*Trigger Warning: this article includes mentions of violence
*This piece aims to comment on the on-going trial from a socio-political and historical perspective
It has been 2 years since internationally famous rap star Megan Thee Stallion expressed the alleged shooting of her foot by R&B artist Tory Lanez. It has been almost 3 years since the brutal murder of Uyinene “Nene” Mrwetyana. It has been almost 8 years since the devastating shooting and death of citizen Sandra Bland at the hands of US law enforcement.
A year that highlighted Black femme’s vulnerability to not only state violence but all sorts of violence as well. A year that instigated a space for there to be hashtags like #blackwomenmatter #blackgirlsmatter #protectblackwomen and as the years went on, especially with the increase of the #metoo movement that highlighted the sexual abuse, and general harassment that femmes everywhere faced, a newer hashtag emerged #believeblackwomen.

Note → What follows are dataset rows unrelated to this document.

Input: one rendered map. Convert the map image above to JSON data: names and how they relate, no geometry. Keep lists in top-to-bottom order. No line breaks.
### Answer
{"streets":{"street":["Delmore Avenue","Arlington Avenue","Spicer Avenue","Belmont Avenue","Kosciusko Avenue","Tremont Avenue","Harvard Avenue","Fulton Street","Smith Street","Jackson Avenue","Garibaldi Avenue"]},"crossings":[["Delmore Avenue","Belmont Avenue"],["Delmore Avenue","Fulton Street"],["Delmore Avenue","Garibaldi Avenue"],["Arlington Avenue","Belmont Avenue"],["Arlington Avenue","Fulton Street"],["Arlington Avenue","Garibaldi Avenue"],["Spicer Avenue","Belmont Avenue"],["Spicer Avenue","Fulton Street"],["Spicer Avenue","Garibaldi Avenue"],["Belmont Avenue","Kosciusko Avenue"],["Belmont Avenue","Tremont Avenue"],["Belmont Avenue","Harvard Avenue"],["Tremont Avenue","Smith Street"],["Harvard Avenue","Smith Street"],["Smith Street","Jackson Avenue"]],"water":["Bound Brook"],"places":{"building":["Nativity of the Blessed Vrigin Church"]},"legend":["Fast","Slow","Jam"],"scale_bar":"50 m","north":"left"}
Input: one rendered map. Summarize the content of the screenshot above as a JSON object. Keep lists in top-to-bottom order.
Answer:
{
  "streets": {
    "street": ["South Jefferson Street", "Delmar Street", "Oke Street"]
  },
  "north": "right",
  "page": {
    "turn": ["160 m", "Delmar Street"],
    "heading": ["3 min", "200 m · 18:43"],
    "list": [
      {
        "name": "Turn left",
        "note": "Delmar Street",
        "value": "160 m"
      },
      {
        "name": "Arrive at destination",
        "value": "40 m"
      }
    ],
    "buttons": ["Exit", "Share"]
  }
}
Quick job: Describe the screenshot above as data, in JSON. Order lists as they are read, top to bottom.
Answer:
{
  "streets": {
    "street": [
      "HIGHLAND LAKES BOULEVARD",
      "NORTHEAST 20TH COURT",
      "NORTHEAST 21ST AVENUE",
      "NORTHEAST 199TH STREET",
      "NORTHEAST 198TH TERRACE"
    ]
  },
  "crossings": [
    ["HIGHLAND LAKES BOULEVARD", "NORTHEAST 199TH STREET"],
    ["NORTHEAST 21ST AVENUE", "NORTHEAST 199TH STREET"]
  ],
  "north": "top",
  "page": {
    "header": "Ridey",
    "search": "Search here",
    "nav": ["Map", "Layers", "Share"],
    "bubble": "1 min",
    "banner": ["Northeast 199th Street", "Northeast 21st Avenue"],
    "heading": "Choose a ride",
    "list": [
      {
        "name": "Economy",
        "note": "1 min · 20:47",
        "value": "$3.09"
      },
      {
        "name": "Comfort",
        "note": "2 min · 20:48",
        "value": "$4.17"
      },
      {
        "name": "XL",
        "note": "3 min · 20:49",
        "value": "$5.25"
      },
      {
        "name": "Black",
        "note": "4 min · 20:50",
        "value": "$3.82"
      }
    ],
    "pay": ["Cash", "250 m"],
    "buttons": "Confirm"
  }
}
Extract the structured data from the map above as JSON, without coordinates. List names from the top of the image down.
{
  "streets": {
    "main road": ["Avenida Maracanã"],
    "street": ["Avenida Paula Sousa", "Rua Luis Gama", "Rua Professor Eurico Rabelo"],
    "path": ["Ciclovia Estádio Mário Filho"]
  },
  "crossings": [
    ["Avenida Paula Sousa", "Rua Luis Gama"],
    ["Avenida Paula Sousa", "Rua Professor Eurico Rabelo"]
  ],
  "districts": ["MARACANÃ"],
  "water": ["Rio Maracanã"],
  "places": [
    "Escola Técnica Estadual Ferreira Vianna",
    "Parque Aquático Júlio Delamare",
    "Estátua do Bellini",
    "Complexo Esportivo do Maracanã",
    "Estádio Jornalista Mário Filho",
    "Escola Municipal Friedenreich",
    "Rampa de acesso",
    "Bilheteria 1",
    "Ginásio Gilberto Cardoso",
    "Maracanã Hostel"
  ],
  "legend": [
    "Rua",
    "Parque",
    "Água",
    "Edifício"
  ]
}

These hashtags tend to be the face of their respective moments – a method intended for people to gather and express shared values and incite real, valuable change for Black femmes everywhere.
Why don’t people believe Megan Thee Stallion?
The rapper seemed to be having fun with Tory Lanez back in April 2020 when she was spotted with him for the quarantine radio dancing to a TikTok dance. This sparked romance rumours on social media. Fast forward to July 2020 and the tune has completely changed, this time Tory and Megan made headlines when a video was released showing Megan and her badly injured foot in the streets of California.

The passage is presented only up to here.